Perché non informarla? È giusto nasconderle la verità? Negli Usa è illegale tacere al malato le sue condizioni. In Cina la prassi è negare anche l’evidenza, truccare i referti: «In Oriente - spiega lo zio, che a sua volta vive in Giappone - una persona è parte di un tutto e conta più questo della sua stessa individualità.

Così sta ai parenti prendersi il peso del dolore della scomparsa e non dire niente a lei». In realtà, la risposta giusta e definitiva non esiste. Lo ha rivelato la stessa regista in un’intervista: «Nessuno fa la parte del cattivo in questa famiglia. Per me si tratta di una storia sui “linguaggi dell’amore”, sui diversi modi culturali e individuali di esprimere l’affetto e le tante incomprensioni che ne derivano, soprattutto all’interno delle realtà di oggi che vivono a cavallo tra culture diverse».

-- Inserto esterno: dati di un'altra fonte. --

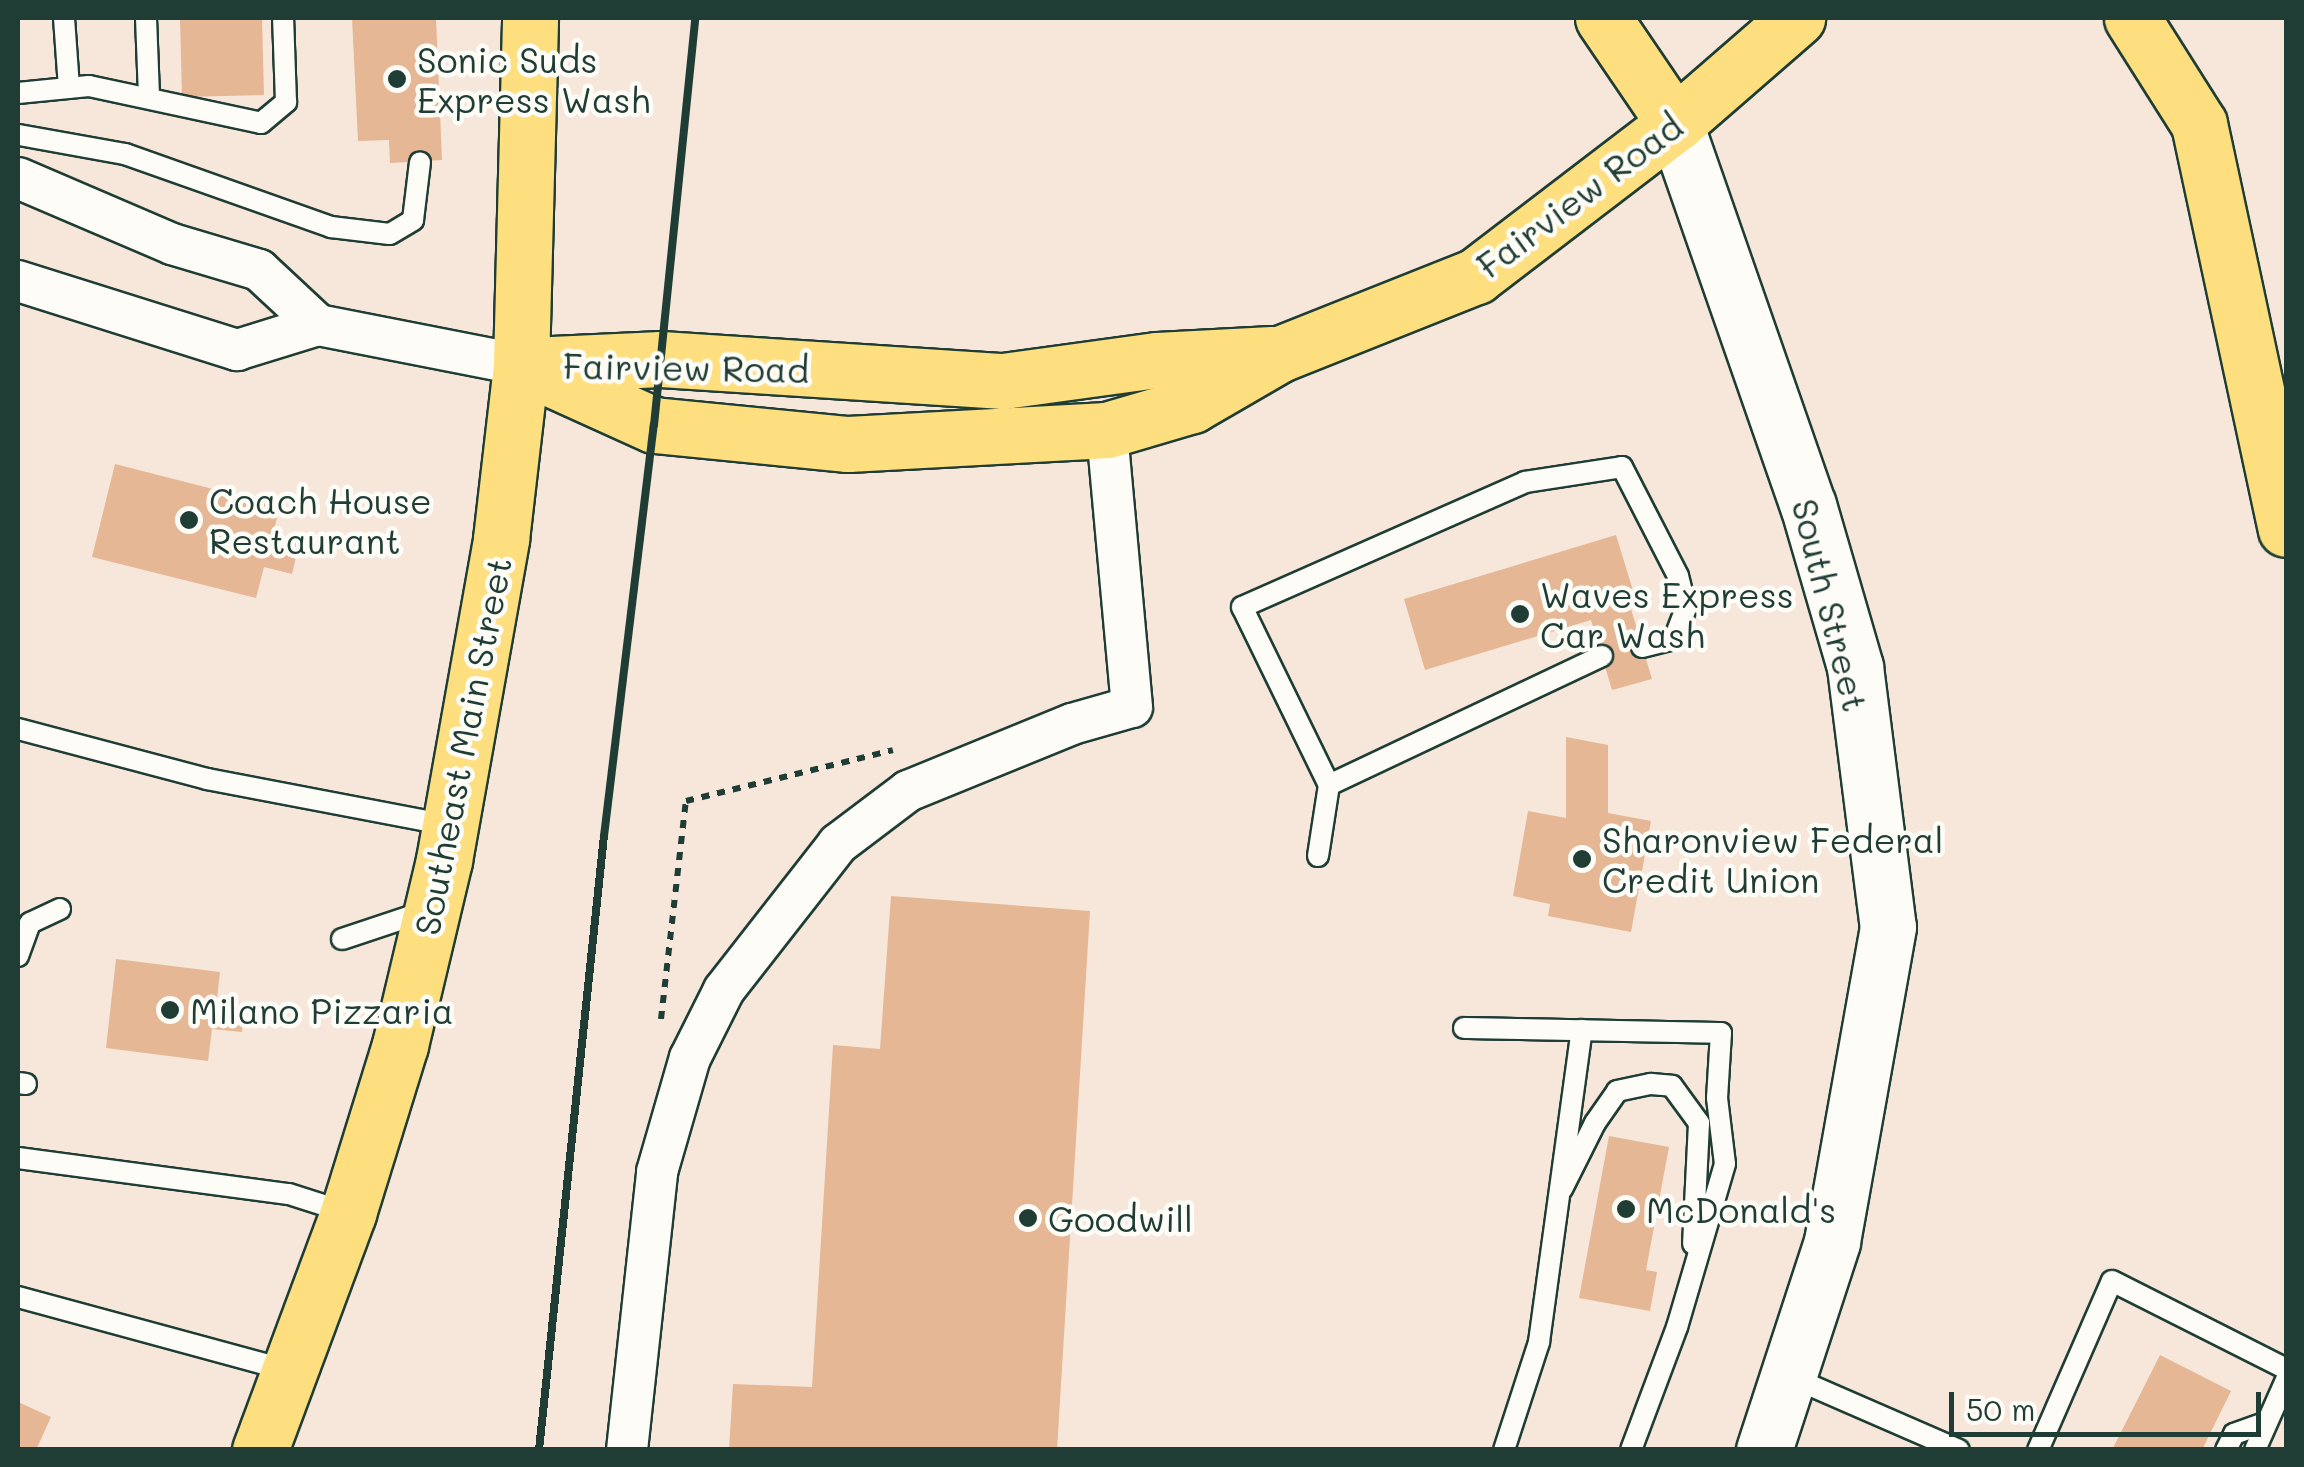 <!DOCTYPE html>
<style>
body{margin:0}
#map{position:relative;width:2304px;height:1467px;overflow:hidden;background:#f6e7da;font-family:Mali,sans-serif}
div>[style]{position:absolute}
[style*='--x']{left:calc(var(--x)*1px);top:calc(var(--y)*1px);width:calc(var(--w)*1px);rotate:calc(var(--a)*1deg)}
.building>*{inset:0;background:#e5b795}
.path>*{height:6px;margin-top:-3px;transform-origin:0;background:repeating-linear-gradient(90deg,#1f3d34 0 8px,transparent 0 16px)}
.roads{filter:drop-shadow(2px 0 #1f3d34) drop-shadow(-2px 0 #1f3d34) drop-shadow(0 2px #1f3d34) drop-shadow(0 -2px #1f3d34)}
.lane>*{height:20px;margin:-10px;padding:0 10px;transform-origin:10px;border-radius:10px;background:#fdfcf7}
.street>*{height:40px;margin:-20px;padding:0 20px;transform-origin:20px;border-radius:20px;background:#fdfcf7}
.secondary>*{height:55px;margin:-27.5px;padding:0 27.5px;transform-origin:27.5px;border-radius:27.5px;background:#fdfcf7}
.primary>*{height:55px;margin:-27.5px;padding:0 27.5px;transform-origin:27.5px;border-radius:27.5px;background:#fedf80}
.highway>*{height:55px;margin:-27.5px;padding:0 27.5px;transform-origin:27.5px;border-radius:27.5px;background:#fedf80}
.rail>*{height:8px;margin:-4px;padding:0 4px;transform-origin:4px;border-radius:4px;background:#1f3d34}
.dots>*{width:28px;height:28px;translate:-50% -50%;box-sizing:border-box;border:5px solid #fdfcf7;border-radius:50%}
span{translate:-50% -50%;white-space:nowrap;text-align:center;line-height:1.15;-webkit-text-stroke:9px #fdfcf7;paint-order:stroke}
.poi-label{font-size:35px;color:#1f3d34}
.left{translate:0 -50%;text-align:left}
.street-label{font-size:35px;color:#1f3d34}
.frame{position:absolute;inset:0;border:20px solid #1f3d34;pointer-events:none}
.scale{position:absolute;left:1949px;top:1392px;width:312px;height:45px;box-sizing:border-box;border:5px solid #1f3d34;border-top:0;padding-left:12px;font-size:30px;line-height:35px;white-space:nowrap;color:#1f3d34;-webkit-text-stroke:8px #fdfcf7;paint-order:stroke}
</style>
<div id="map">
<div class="building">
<div style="clip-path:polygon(180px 18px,262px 18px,264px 95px,182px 97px)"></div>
<div style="clip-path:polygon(352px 18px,436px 18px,442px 160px,390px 163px,389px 140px,358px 141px)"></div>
<div style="clip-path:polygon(115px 464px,280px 506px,273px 534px,300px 540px,292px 574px,264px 567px,256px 598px,92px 557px)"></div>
<div style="clip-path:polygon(1616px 535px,1638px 607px,1631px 609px,1652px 679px,1612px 690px,1591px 620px,1425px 670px,1404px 599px)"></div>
<div style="clip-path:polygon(1566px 737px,1608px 745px,1608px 813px,1651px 821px,1631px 932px,1548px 916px,1550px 904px,1513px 896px,1528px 811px,1566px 818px)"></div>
<div style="clip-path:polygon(891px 896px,1090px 911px,1057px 1450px,729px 1450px,733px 1384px,812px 1387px,833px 1045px,880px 1049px)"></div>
<div style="clip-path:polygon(116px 959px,220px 972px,216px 1008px,244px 1011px,242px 1032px,212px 1029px,208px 1061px,106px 1048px)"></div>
<div style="clip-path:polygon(1609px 1136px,1669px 1147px,1646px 1270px,1657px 1272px,1650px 1311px,1579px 1298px)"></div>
<div style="clip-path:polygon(2160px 1355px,2231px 1391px,2202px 1450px,2112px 1450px)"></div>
<div style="clip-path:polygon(18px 1402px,51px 1417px,36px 1450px,18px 1450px)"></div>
</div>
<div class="path">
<div style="--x:661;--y:1019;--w:219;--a:-83.5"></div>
<div style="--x:686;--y:801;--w:213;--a:-13.8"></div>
</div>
<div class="roads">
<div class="lane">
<div style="--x:64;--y:18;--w:70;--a:85.9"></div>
<div style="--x:146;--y:18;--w:79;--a:87.8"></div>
<div style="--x:18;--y:93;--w:71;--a:-5.6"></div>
<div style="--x:89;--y:86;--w:176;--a:12.1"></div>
<div style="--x:261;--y:123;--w:33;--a:-40"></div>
<div style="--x:286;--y:102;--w:84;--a:-92"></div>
<div style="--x:19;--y:135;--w:108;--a:10.2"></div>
<div style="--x:125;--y:154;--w:219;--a:19.5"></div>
<div style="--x:331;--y:227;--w:59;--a:6.8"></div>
<div style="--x:390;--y:234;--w:27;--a:-31"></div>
<div style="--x:413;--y:220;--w:58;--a:-83.1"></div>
<div style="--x:18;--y:729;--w:196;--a:14.8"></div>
<div style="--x:207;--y:779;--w:246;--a:10.8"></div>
<div style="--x:1329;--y:785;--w:302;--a:-25.3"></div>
<div style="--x:1318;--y:856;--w:72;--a:-81.2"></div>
<div style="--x:1329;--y:785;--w:198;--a:-116"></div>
<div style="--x:1242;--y:607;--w:309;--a:-23.8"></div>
<div style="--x:1525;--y:482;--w:98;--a:-8.8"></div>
<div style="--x:1622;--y:467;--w:123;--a:62.8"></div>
<div style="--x:1678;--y:576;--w:33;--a:76"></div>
<div style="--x:1686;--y:608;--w:33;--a:111"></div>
<div style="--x:1674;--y:639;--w:33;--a:166"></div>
<div style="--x:342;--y:939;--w:89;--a:-18.4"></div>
<div style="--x:18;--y:956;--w:35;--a:-70"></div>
<div style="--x:30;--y:923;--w:33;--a:-25"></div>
<div style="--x:1464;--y:1028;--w:257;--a:1.1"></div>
<div style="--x:1721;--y:1033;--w:65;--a:93.5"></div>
<div style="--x:1717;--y:1098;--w:66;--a:83.1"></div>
<div style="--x:1725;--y:1164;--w:170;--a:106.4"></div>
<div style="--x:1677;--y:1327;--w:131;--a:110.5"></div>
<div style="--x:18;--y:1083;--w:8;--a:7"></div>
<div style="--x:18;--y:1158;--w:273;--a:7.6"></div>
<div style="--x:289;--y:1194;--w:59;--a:17.8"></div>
<div style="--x:1562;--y:1189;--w:74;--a:-63.4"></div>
<div style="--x:1595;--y:1123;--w:39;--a:-55"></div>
<div style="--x:1617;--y:1091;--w:35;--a:-12"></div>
<div style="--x:1651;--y:1084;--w:21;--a:5"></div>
<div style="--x:1672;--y:1086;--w:46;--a:53.9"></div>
<div style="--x:1699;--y:1123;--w:121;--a:92.8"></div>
<div style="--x:18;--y:1297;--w:278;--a:15.2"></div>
<div style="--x:1791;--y:1377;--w:183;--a:23.5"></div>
<div style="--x:1504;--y:1450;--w:114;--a:-72"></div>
<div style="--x:1539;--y:1342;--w:315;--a:-82.2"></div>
<div style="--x:2038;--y:1450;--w:184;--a:-66.4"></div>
<div style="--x:2112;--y:1281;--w:195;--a:26.8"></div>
<div style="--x:2226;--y:1450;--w:18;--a:-63"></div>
<div style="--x:2234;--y:1434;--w:35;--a:-20"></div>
<div style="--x:2255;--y:1450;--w:77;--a:-66.1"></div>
</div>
<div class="street">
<div style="--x:18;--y:178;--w:168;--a:23.2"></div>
<div style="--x:172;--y:244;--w:91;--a:16.6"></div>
<div style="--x:259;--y:270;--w:81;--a:43"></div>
<div style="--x:18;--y:281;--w:230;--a:17.5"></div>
<div style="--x:237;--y:350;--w:85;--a:-17.2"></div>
<div style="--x:318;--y:325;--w:207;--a:11.1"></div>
<div style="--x:627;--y:1450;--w:280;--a:-83.8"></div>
<div style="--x:657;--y:1172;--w:119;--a:-73.9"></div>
<div style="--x:690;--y:1058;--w:76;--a:-63.4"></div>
<div style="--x:724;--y:990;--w:185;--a:-52"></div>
<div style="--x:838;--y:844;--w:88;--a:-37.1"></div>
<div style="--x:908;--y:791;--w:177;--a:-22.2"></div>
<div style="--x:1072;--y:724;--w:62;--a:-15.8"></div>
<div style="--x:1132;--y:707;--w:278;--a:-95.2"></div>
</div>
<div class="secondary">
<div style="--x:1675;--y:124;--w:404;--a:70.8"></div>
<div style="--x:1808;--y:505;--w:169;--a:73.8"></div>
<div style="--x:1855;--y:667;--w:262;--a:82.8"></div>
<div style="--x:1888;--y:927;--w:320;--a:100.1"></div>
<div style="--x:1832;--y:1242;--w:219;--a:108.1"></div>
</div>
<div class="primary">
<div style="--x:521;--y:365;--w:146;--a:24.3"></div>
<div style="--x:654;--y:425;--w:195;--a:5.6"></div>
<div style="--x:848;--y:444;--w:259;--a:-3.1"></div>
<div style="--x:1107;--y:430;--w:89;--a:-16.4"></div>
<div style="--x:1192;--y:405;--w:102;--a:-30.1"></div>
<div style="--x:1280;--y:354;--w:211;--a:-21.7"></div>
<div style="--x:1476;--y:276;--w:250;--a:-37.4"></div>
<div style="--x:1675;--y:124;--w:162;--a:-41"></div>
<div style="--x:530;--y:365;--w:131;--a:-2.6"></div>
<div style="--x:661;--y:359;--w:343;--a:3.7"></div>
<div style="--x:1003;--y:381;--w:155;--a:-7.8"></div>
<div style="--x:1157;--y:360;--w:115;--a:-3"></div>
<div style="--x:260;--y:1450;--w:253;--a:-69.6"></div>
<div style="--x:348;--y:1213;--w:176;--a:-72.8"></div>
<div style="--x:400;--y:1045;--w:190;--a:-76.6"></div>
<div style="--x:444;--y:860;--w:326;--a:-79.9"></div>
<div style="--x:501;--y:539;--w:175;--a:-83.4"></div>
<div style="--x:521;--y:365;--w:347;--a:-88.5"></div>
</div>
<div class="highway">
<div style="--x:1603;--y:18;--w:128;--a:55.8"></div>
<div style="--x:2132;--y:18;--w:125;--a:57.7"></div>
<div style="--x:2199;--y:124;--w:414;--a:77.9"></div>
</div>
</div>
<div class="rail">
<div style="--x:539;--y:1450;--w:617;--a:-83.96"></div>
<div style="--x:604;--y:836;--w:414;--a:-83.1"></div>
<div style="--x:654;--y:425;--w:409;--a:-84.2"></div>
</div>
<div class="dots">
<div style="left:397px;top:79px;background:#1f3d34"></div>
<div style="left:189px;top:520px;background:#1f3d34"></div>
<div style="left:1520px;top:614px;background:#1f3d34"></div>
<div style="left:1582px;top:859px;background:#1f3d34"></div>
<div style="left:170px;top:1010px;background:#1f3d34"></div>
<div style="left:1626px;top:1209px;background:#1f3d34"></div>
<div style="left:1028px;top:1218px;background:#1f3d34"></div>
</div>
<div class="poi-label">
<span class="left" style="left:417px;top:79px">Sonic Suds<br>Express Wash</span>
<span class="left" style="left:209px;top:520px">Coach House<br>Restaurant</span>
<span class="left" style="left:1540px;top:614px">Waves Express<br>Car Wash</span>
<span class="left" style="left:1602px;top:859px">Sharonview Federal<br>Credit Union</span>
<span class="left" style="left:190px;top:1010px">Milano Pizzaria</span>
<span class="left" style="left:1646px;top:1209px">McDonald's</span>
<span class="left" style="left:1048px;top:1218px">Goodwill</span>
</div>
<div class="street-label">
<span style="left:1579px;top:195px;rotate:-37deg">Fairview Road</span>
<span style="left:686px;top:367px;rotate:1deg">Fairview Road</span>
<span style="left:1831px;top:605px;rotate:76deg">South Street</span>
<span style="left:462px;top:746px;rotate:-79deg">Southeast Main Street</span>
</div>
<div class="frame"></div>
<div class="scale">50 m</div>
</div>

Lo scoprirà anche Billi in un viaggio nel passato, in una città per lei ormai sconosciuta: le strade sono degradate, gli alberghi sono frequentati da signori che si accompagnano a minorenni, i palazzi sono sempre più alti, tolgono lo spazio al cielo e sotterrano i giardini pubblici, quelli dove ha vissuto i momenti più felici dell’infanzia. Ricordi e presente, Oriente e Occidente, tradizione e modernità si incontrano. Si scontrano. Alla fine, però, prevale l’amore.

Di fronte all’inevitabile dibattito «Meglio l’America o la Cina?», la protagonista se la cava con un «Sono diverse», mentre la questione rimbalza da una scena all’altra, senza mai ottenere una risposta. Perché, come la nonna rivela alla nipote, «non conta il cosa, ma il come». E alla fine, a fare la differenza è solo il cuore.